Personal alarm

ITBookworm

Registered User
Oct 26, 2011
456
0
Glasgow
What seems to be the problem with some of the fall sensors is what they will detect. If the wearer, for example, trips and falls over and in effect goes down "with a bang" then the sensor picks that up and triggers the alarm. If, as I suspect happens more often, the wearer almost slithers to the floor and then can't get up - say trying to get out of a chair or stand from the side of a bed - then that isn't detected :(
 

bunnies

Registered User
May 16, 2010
433
0
I wonder if we can find anyone who has experience of someone who has alzheimers/dementia who has been able to use the personal alarm button? It's not looking like it's very common in any case..!
 

Hibni

Registered User
Sep 16, 2013
46
0
My mother used her pendant alarm a couple of times when she slid off the bed at night and couldn't get up. I was glad that she first used it in a situation where she wasn't hurt and hopefully she will use it again if necessary. She lives with us and I would have heard a 'bump' if she'd fallen, but the voice from the machine woke us. Her AZ is mild but slowly getting worse. I don't know for how much longer she will remember that she has a pendant alarm.

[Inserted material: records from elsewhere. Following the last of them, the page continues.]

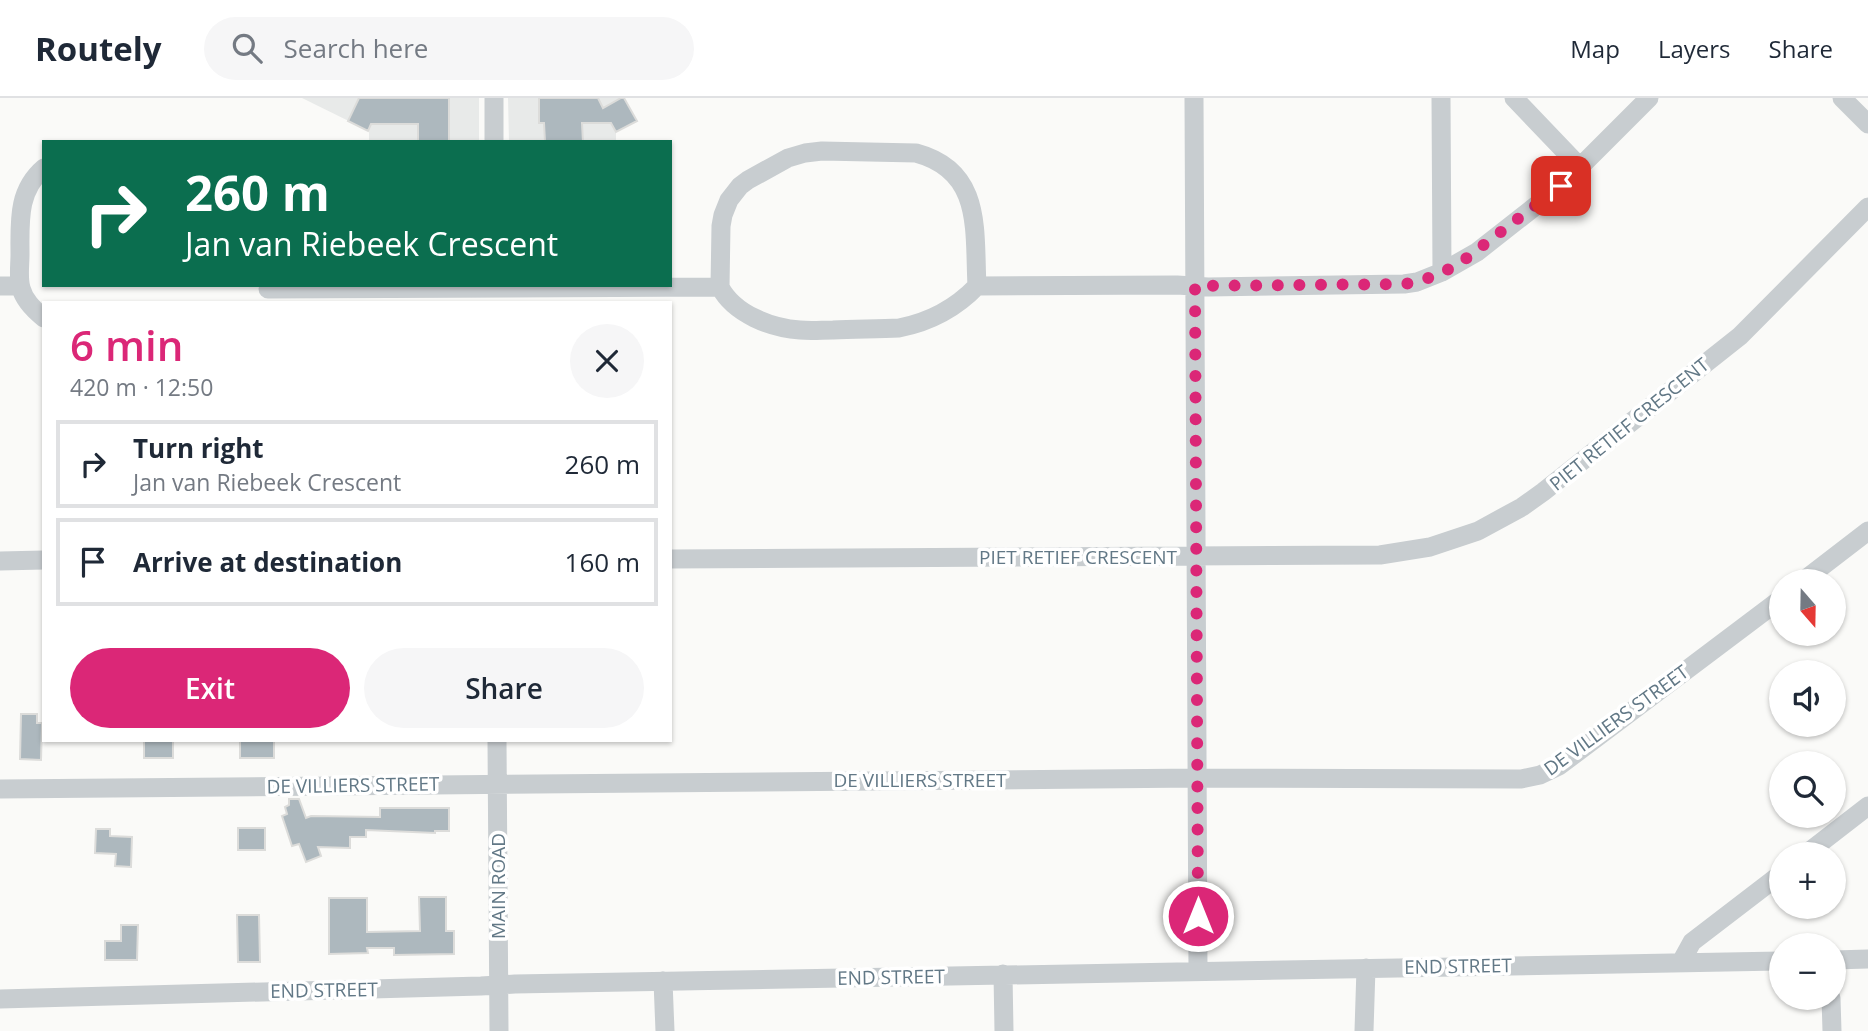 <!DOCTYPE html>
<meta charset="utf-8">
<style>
body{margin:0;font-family:"Open Sans",sans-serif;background:#f6f6f7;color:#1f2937;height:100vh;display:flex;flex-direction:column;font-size:26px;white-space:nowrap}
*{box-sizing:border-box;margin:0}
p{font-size:23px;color:#747a83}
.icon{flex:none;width:38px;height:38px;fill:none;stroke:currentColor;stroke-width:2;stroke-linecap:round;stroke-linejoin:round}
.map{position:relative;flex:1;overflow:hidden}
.side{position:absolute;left:42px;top:203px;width:630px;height:441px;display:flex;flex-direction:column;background:#fff;border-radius:0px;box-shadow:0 2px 5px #0004}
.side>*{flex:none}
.top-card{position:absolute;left:42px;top:42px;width:630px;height:147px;border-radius:0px;box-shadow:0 2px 5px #0004;background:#0b6e4f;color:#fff;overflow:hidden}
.needle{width:46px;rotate:160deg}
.controls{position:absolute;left:1769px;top:471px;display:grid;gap:14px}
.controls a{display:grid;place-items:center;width:77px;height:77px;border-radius:50%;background:#fff;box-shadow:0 2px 5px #0004;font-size:35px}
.pin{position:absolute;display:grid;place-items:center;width:60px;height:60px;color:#fff;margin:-30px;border-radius:14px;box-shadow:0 4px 10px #0006}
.me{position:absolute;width:77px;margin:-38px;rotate:0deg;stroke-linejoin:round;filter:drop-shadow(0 0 5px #0008)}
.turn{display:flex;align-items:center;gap:24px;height:147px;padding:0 28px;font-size:32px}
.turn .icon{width:91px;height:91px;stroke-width:2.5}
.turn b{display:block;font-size:49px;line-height:60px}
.round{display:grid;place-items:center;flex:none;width:74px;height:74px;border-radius:37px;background:#f6f6f7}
.head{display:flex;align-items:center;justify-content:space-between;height:119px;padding:0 28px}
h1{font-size:42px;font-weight:600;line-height:52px;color:#db2777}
.button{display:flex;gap:14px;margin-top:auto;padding:14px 28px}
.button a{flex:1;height:80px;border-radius:42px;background:#db2777;color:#fff;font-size:28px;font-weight:600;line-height:80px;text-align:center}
.button a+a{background:#f6f6f7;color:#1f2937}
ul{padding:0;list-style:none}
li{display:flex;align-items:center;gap:21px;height:88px;margin:0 14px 10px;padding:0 14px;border:4px solid #e0e1e3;border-radius:0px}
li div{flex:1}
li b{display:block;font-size:26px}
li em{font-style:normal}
header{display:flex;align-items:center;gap:42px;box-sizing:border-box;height:98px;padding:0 35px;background:#fff;border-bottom:2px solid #e0e1e3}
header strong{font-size:33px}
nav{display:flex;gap:38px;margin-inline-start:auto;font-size:24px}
.search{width:490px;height:63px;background:#f6f6f7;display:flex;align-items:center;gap:18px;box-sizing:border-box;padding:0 24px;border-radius:38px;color:#747a83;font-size:26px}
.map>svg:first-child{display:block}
.built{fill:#e8eae9}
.building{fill:#adb8be;stroke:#dcdcda;stroke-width:2}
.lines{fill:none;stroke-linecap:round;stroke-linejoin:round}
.minor{stroke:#c8cdd0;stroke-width:19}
.route{stroke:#db2777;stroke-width:12;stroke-dasharray:0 21.6}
.labels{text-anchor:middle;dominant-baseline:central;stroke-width:7;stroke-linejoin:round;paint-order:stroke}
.street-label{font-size:19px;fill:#627886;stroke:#fff}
</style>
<header>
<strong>Routely</strong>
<div class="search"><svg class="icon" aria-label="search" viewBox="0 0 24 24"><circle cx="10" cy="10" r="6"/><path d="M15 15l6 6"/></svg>Search here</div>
<nav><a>Map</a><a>Layers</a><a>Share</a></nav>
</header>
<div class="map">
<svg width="1868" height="933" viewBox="0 0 1868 933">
<rect width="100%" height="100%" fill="#fafaf8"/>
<!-- built -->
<path class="built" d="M302 0H479V44H369V33Z
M508 0H624L637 23 616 34V44H509Z"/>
<!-- building -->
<path class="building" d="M359 0H449V44H418V26H371L368 33 348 23Z
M539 0H598L603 10 621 0H624L637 23 616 34 611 25H582L583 44H545L544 25H539Z
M21 616H37V625H42L41 662 20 661Z
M144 642H173V660H144Z
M240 642H274V660H240Z
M289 701H299L306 720 311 718 380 719V710H449V733H435V735L366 732V739H350V750L318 749 321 758 306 764 299 746 292 748 282 718 287 716 285 709 289 707Z
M238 730H265V752H238Z
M96 731H110V738L132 739 131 769 115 768 116 756 95 755Z
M419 799H446V833H454V856L394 857V850H367L368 855 329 856V800H367V834L420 833Z
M237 817H259L260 864H238Z
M121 827H138L137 862H105V843H121Z"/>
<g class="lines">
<!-- minor -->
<path class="minor" d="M494 0V44
M1194 0 1198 873
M1441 0 1442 174
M1514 0 1580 69
M1842 0 1868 26
M44 70C17 93 20 124 20 157 20 167 18 180 21 190 24 202 34 212 44 220
M0 188H20
M977 188C974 132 983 73 916 55L822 53 805 55 788 60 748 82 740 88 729 102 723 117 721 128 720 189C734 216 771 230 800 232 811 233 822 232 833 232 855 231 877 231 899 230 930 224 955 211 977 188L1177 187 1208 189 1404 186 1417 184 1442 174 1477 154 1561 88 1649 0
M268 191 720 189
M670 461 1380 457 1430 449 1478 433 1522 409 1543 394 1740 238 1868 109
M0 463 44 462
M1803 483 1868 433
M497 642 499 933
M0 691 1197 680 1521 681 1540 677 1559 668 1782 500
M1806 756 1868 708
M1834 862 1868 861
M1681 864 1692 844 1782 775
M1003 876 1004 933
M663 883 665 933
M1831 900 1832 933
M0 901 481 888 515 886 1782 863
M1364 933 1366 870"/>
</g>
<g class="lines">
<!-- route -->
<path class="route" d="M1198 818 1195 188 1405 186C1425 183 1442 175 1460 165L1561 88"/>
</g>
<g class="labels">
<!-- street labels -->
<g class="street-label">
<text transform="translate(1629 326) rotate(-39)">PIET RETIEF CRESCENT</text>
<text x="1078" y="459">PIET RETIEF CRESCENT</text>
<text transform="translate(1616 622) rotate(-36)">DE VILLIERS STREET</text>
<text x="920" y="682">DE VILLIERS STREET</text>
<text transform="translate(353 687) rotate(-1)">DE VILLIERS STREET</text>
<text transform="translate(498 788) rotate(-90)">MAIN ROAD</text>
<text transform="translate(1458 868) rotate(-1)">END STREET</text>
<text transform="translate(891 879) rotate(-1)">END STREET</text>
<text transform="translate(324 892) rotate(-1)">END STREET</text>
</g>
</g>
</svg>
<div class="controls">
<a><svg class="needle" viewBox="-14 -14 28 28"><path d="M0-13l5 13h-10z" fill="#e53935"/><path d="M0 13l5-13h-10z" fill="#747a83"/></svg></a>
<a><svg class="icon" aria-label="sound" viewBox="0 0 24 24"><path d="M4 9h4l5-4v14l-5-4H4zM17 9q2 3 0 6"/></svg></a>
<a><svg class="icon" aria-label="search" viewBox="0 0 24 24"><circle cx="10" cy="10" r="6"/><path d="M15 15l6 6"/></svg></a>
<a>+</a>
<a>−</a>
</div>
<div class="pin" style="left:1561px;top:88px;background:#d93025"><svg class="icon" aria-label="arrive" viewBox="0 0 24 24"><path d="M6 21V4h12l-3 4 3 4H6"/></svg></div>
<svg class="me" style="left:1198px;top:818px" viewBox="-20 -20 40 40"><circle r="17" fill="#db2777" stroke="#fff" stroke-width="3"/><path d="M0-11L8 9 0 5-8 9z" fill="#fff"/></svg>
<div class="top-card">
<div class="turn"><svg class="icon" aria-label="right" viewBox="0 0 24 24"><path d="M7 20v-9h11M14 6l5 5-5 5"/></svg><div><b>260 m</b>Jan van Riebeek Crescent</div></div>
</div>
<section class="side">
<div class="head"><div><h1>6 min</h1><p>420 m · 12:50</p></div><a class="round"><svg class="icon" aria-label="close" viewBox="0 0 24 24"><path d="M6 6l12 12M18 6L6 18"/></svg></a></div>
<ul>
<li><svg class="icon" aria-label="right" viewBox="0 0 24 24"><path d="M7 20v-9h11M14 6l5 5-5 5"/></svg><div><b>Turn right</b><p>Jan van Riebeek Crescent</p></div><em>260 m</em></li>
<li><svg class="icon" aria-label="arrive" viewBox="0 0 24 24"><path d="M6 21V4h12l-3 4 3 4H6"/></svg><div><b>Arrive at destination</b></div><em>160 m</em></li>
</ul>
<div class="button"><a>Exit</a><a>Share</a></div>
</section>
</div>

She used it on another occasion when she said I'd forgotten to give her a sleeping tablet. I leave one on the bedside table so that she can take it if she needs it. (She doesn't take one every night.) On this occasion I knew I'd left one for her and reluctantly gave her half a one assuming that she'd taken the tablet. The next morning I discovered the tablet in the drawer of the bedside table.;)
 

bunnies

Registered User
May 16, 2010
433
0
It's good to hear someone has used it, thanks. It does seem, though, that only in the very early stages of Alzheimers will it be of any use - and also, perhaps only when the person can understand there is someone there who can respond to it, which in this case you could because your mother lives with you. Thanks for the input.